The Public Health major program provides School of Natural Sciences and Allied Health students with opportunities to explore many aspects of the ongoing COVID-19 pandemic, from disease and injury prevention to physical and mental wellness.
Despite its challenges, the pandemic has “brought light to the major,” said Gifty Akomea Key, EdD, Assistant Professor, Health and Exercise Sciences, one of the department’s newest faculty members. “It’s happening, we’re living it. How epidemiology works, how clinical trials work—when I’m teaching about the FDA [Food and Drug Administration] and its trials, students are seeing it and living it.”
Key said students are also seeing the multitude of career opportunities presented in their studies.
“With Public Health and Health Sciences majors, you can go into several different areas across the public, private, and government sectors, including work in medicine or counseling,” she said.
Key started in Cabrini’s Department of Health and Exercise Sciences in August 2020, coming to the University after helping to launch the public health associate program at Montgomery County Community College. Though some of her work at Cabrini has been virtual, Key said it has been exciting to teach the intro to Public Health course “not only to future public health practitioners, but also to students who want to keep up their health.”
Before her time in academia, she spent more than a decade with the New York City Department of Health’s environmental health bureau, where she served as a health inspector for food safety and sanitation, inspecting restaurants, schools, gyms, and other public establishments throughout the city’s five boroughs. Following a promotion to a training leadership position within the department, Key had an “a-ha moment,” discovering that she loved to teach.
Key left New York for Philadelphia in 2008, eventually pursuing a doctorate in educational leadership at nearby St. Joseph’s University. Key’s experiences bring a variety of perspectives and considerations to her Cabrini students, who are learning the many potential career routes associated with a public health education.
“Public Health is a great major to consider if you know that you want to help people with their health, but you’re not sure how,” she said. “We learn about different critical illnesses like heart disease and diabetes, as well as mental health. There’s so many aspects of public health that everyday students need to know for their own good living.”
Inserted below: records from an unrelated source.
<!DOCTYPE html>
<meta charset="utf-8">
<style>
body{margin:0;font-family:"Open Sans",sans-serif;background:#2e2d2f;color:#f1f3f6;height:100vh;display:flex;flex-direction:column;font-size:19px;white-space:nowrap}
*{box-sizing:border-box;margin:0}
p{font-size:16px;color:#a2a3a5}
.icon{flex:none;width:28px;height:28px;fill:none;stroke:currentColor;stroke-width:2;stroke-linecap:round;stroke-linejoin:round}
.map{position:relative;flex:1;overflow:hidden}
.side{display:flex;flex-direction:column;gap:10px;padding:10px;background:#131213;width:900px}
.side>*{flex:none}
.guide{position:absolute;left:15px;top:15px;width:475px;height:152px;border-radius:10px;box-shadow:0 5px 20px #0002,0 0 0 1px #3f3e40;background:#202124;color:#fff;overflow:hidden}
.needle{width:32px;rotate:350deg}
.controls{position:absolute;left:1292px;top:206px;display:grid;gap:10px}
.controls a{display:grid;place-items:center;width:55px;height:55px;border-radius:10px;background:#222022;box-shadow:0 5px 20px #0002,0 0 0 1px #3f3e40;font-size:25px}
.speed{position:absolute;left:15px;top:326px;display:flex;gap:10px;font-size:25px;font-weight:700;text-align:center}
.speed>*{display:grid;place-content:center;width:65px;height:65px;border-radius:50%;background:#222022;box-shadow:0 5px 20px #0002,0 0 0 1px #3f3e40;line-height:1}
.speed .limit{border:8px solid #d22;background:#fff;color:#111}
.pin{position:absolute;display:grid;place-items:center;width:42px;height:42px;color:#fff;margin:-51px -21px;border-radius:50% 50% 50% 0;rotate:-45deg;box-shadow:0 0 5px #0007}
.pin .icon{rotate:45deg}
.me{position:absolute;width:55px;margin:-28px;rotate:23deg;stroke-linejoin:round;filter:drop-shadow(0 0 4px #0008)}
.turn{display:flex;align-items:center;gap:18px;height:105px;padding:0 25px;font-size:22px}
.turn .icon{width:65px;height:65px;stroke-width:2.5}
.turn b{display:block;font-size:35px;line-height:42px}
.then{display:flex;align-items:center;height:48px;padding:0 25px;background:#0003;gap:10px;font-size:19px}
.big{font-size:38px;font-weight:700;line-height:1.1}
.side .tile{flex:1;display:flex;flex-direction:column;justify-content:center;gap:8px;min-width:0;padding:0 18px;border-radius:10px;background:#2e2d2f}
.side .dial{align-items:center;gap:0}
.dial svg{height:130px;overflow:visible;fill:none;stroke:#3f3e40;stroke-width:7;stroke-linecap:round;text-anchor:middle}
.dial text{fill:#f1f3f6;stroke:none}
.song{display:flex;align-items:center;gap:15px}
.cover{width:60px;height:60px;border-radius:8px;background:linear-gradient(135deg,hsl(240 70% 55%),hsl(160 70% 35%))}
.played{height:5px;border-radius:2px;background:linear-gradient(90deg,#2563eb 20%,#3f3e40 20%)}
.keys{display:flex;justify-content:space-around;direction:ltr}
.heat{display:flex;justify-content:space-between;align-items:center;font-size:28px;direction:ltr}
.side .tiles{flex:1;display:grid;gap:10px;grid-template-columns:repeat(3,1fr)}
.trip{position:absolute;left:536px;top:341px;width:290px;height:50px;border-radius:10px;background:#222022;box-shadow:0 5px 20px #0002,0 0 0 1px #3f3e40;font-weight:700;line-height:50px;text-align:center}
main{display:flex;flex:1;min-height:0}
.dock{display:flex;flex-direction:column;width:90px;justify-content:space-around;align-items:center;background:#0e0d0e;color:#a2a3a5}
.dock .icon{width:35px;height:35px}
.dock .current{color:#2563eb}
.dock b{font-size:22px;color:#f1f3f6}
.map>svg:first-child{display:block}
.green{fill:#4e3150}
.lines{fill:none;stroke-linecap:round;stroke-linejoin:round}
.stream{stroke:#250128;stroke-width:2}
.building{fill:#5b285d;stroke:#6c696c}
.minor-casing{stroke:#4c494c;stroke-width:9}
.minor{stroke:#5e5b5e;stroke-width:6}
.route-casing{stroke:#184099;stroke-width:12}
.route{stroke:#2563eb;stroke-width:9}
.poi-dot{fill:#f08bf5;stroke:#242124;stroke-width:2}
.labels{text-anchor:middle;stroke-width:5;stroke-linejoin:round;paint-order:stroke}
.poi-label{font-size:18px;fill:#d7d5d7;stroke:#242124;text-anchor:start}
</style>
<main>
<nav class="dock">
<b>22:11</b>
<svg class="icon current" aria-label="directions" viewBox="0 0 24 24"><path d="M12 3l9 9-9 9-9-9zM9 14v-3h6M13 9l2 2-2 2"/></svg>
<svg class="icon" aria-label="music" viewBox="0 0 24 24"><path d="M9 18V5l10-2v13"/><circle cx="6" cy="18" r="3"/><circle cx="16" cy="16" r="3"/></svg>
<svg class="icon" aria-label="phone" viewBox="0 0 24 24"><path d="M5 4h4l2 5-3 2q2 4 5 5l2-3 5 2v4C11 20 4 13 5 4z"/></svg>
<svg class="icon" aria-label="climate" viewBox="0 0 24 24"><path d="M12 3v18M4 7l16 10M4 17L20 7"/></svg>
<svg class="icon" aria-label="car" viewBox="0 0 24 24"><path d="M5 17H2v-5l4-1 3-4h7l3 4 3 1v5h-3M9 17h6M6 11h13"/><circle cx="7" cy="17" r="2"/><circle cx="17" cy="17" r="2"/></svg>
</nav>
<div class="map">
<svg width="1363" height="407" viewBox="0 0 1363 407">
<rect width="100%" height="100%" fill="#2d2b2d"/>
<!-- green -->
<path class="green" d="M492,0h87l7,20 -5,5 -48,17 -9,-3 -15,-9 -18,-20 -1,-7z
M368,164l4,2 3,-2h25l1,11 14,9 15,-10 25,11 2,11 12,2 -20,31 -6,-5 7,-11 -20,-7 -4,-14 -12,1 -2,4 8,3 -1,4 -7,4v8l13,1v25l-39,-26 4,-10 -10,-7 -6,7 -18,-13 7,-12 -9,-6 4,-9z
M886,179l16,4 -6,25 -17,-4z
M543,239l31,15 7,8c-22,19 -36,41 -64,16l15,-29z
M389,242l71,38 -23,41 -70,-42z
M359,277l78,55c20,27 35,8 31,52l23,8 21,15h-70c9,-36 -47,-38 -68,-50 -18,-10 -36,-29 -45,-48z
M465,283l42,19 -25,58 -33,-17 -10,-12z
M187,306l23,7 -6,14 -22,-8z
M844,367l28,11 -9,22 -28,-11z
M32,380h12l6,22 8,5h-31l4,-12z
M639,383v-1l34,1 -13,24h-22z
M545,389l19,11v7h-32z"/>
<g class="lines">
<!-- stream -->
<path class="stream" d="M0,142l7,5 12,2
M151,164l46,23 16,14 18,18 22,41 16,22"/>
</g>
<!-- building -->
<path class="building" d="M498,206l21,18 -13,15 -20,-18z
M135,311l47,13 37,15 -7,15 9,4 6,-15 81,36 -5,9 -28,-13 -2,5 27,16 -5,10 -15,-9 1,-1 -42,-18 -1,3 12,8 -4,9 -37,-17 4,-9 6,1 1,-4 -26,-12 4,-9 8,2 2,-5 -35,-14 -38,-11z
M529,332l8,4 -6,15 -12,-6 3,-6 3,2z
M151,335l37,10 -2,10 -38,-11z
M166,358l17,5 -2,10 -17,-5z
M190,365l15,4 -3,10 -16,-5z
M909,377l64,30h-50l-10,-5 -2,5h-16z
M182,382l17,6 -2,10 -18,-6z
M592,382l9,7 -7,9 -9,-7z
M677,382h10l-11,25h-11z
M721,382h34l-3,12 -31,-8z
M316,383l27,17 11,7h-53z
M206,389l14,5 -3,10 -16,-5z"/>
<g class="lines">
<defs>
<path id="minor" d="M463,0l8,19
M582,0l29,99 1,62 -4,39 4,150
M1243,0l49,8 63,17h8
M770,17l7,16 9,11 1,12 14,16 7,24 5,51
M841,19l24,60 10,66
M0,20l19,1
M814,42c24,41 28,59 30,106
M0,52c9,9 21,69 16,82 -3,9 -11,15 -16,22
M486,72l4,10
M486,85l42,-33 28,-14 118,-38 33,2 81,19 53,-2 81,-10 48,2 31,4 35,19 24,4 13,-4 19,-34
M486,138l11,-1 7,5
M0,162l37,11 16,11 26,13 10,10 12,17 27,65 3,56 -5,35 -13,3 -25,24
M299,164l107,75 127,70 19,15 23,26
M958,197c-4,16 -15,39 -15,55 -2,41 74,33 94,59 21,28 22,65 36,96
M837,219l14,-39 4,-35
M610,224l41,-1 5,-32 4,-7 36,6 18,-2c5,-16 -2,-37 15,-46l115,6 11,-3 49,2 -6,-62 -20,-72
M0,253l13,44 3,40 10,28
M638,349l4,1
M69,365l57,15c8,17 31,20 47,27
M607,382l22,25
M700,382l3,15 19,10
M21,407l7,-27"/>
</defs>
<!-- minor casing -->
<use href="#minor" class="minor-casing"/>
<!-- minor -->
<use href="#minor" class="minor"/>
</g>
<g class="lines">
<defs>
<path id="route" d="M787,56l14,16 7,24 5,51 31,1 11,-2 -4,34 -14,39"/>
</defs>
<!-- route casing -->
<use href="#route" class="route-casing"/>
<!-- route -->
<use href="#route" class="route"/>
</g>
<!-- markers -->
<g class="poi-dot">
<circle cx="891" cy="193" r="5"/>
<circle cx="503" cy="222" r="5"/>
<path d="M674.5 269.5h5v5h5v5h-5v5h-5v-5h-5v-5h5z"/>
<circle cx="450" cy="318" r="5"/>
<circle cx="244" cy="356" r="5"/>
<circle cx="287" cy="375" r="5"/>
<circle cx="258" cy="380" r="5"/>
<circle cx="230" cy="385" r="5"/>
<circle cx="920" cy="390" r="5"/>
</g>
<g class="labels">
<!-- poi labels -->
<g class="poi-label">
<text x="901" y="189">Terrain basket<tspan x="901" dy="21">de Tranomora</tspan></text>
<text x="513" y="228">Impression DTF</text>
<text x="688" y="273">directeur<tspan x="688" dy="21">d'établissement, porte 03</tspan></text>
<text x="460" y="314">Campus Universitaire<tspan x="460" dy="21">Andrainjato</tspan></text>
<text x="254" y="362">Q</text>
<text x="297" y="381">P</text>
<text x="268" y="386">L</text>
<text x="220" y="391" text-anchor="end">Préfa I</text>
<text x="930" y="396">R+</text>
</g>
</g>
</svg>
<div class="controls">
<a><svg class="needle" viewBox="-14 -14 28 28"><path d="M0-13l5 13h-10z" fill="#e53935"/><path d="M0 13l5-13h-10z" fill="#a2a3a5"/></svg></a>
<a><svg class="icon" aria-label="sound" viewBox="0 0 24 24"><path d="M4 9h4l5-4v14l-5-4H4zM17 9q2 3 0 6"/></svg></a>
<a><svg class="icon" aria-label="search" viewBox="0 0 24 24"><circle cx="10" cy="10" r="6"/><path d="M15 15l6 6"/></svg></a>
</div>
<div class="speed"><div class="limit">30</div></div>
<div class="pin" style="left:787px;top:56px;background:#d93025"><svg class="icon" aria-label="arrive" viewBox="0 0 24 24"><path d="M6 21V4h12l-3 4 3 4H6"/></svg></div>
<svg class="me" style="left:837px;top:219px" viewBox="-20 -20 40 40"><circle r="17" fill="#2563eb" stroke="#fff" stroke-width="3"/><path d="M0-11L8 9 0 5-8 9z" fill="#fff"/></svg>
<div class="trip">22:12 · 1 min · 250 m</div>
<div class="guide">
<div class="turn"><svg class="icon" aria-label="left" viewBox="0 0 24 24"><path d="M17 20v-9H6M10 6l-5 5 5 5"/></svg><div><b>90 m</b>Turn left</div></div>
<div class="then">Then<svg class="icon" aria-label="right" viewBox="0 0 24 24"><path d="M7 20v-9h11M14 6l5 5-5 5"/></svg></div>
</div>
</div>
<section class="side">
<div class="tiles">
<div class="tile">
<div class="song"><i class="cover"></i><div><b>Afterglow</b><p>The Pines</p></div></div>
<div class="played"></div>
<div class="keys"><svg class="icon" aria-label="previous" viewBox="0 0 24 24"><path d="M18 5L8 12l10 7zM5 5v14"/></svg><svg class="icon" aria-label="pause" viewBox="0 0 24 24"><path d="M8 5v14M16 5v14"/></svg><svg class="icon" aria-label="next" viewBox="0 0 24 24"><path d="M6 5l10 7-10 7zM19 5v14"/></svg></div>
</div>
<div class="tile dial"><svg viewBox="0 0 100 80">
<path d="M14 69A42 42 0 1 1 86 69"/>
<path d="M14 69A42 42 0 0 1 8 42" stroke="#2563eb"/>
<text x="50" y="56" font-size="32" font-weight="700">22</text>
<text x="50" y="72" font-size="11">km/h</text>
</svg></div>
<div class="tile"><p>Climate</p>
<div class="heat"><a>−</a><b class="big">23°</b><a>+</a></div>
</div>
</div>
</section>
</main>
Beyond career considerations, Key said public health curriculum—even just as an elective course—provides essential knowledge to students and their families. This knowledge is especially critical for navigating a global pandemic that affects everyone.
“It’s not just public health, but our everyday living,” she said. “You learn so much about your own health and position in society, from health benefits to Medicare and Medicaid. These are things we need to know not only for ourselves but also for our loved ones.”